Aprì la valigetta, prese una Beretta munita di silenziatore e sparò due colpi in faccia all'infermiera sbigottita. Quindi si voltò verso la dottoressa Levine, che gli aveva inflitto così tanto dolore.
«Altre raccomandazioni, dottoressa?» le domandò. «Vuole darmi un ultimo consiglio prima di andarsene?»
«I miei figli. La prego, non mi uccida», lo supplicò la dottoressa. «Lei sa che sono madre.»
«Staranno meglio senza di lei, credo. È una grandissima rompipalle, sa? Scommetto che anche i suoi figli la pensano così.»

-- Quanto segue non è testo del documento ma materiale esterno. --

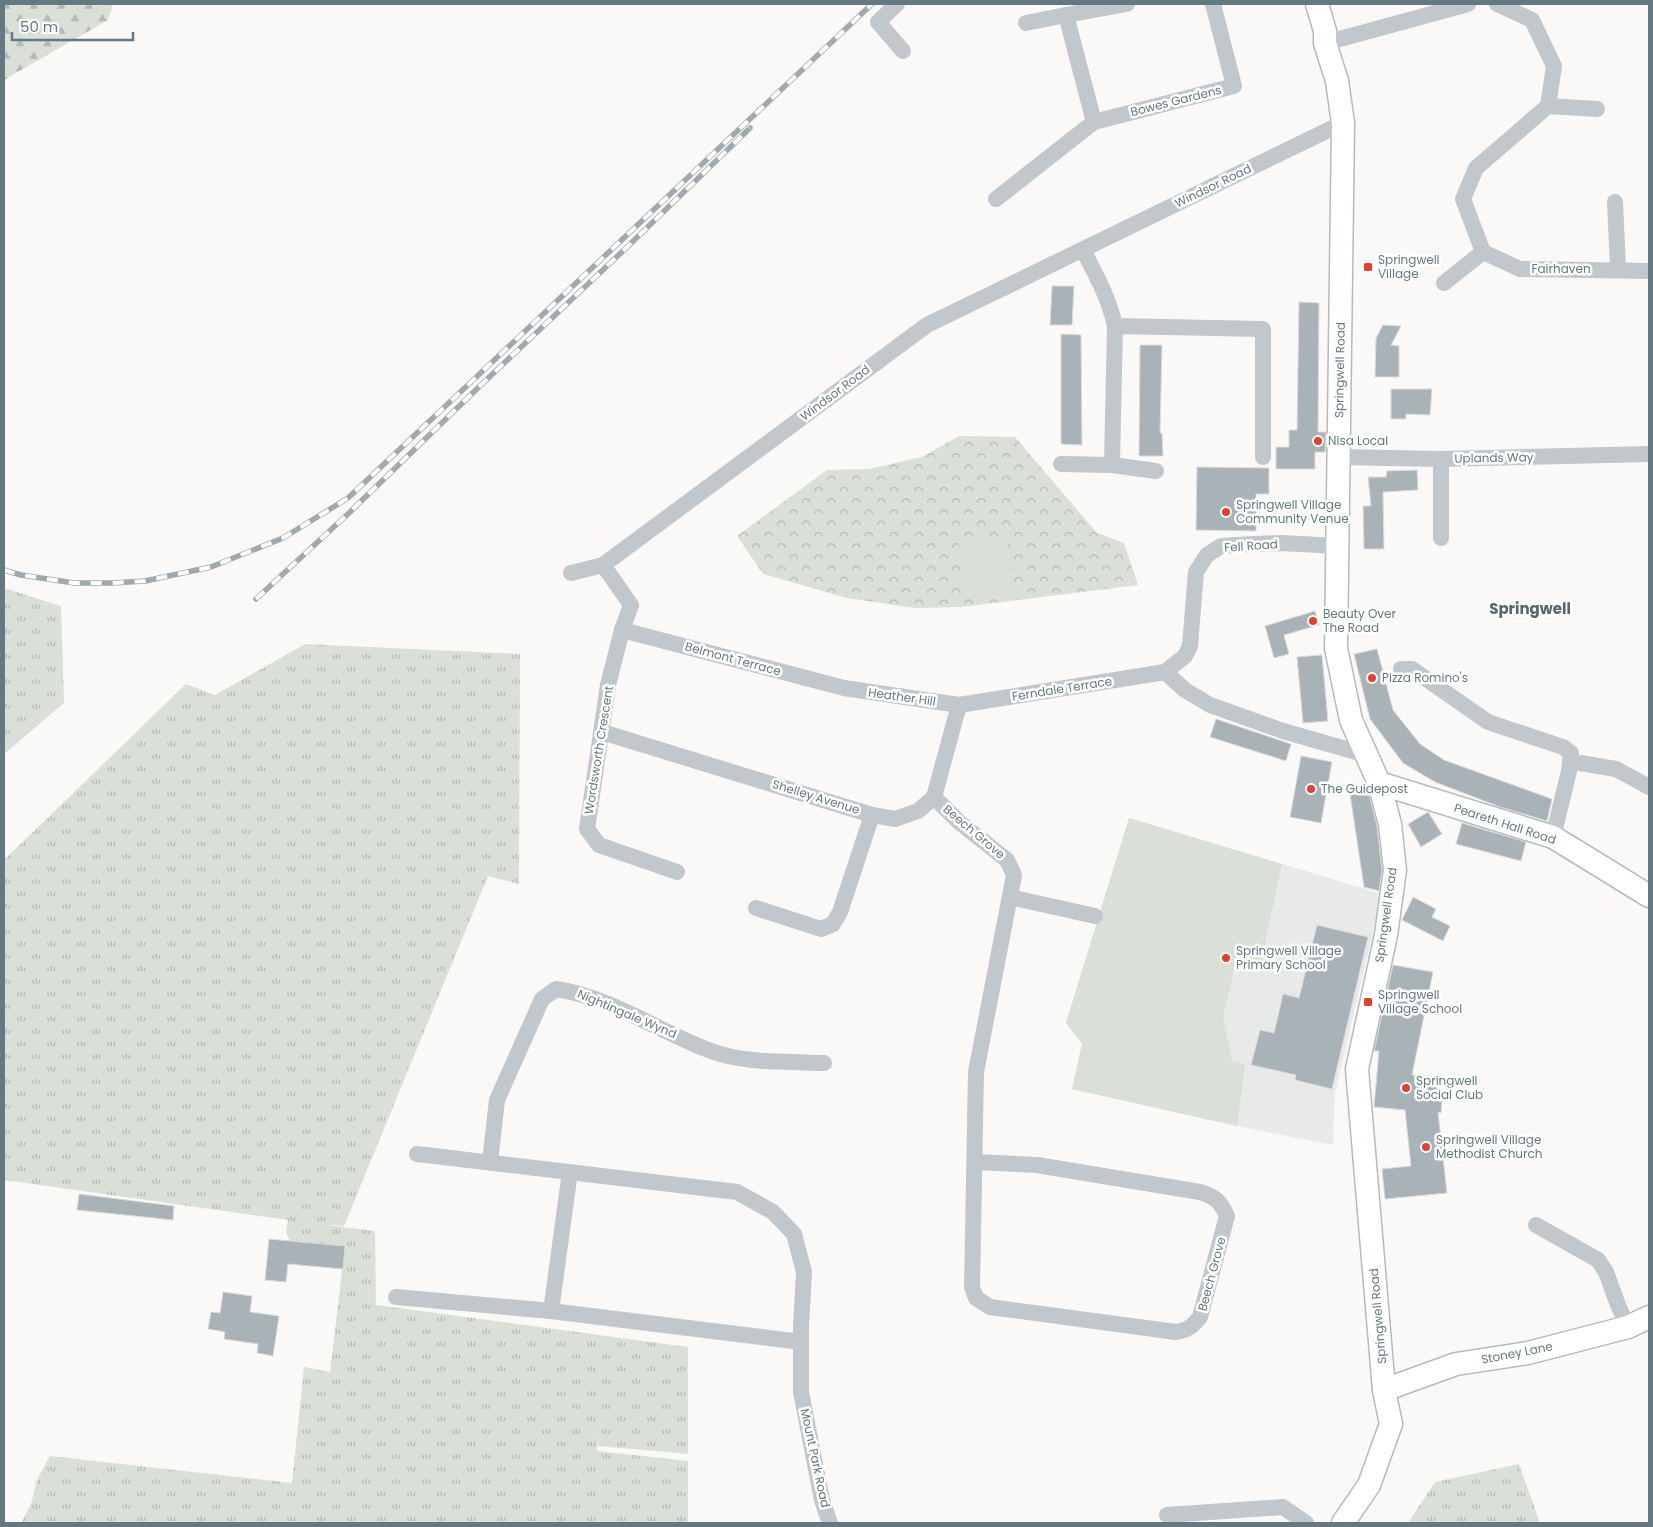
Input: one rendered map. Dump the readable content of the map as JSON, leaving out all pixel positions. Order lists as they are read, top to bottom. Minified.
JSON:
{"streets":{"main road":["Springwell Road","Peareth Hall Road","Stoney Lane"],"street":["Bowes Gardens","Windsor Road","Fairhaven","Uplands Way","Fell Road","Belmont Terrace","Ferndale Terrace","Heather Hill","Wordsworth Crescent","Shelley Avenue","Beech Grove","Nightingale Wynd","Mount Park Road"]},"crossings":[["Windsor Road","Springwell Road"],["Springwell Road","Uplands Way"],["Springwell Road","Fell Road"],["Springwell Road","Peareth Hall Road"],["Springwell Road","Stoney Lane"],["Fell Road","Ferndale Terrace"],["Belmont Terrace","Heather Hill"],["Belmont Terrace","Wordsworth Crescent"],["Ferndale Terrace","Heather Hill"],["Wordsworth Crescent","Shelley Avenue"],["Shelley Avenue","Beech Grove"],["Nightingale Wynd","Mount Park Road"]],"districts":["Springwell"],"places":{"transit":["Springwell Village","Springwell Village School"],"other":["Nisa Local","Springwell Village Community Venue","Beauty Over The Road","Pizza Romino's","The Guidepost","Springwell Village Primary School","Springwell Social Club","Springwell Village Methodist Church"]},"scale_bar":"50 m"}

Le sparò al cuore. Sono stato fin troppo buono, tenuto conto di come mi hai torturato, pensò. Gli era antipatica: non aveva il minimo senso dell'umorismo.
Alla fine uscì dallo studio medico e si avvicinò alla Range Rover. Nessuno sapeva che faccia aveva adesso. Nessuno al mondo sarebbe più stato in grado di riconoscerlo.
Gli scappava da ridere. Ecco qual era il suo pezzo del puzzle.
116
«È lui. Deve essere lui.»
«Cos'avrà mai da ridere? Guardalo. Ci credi?»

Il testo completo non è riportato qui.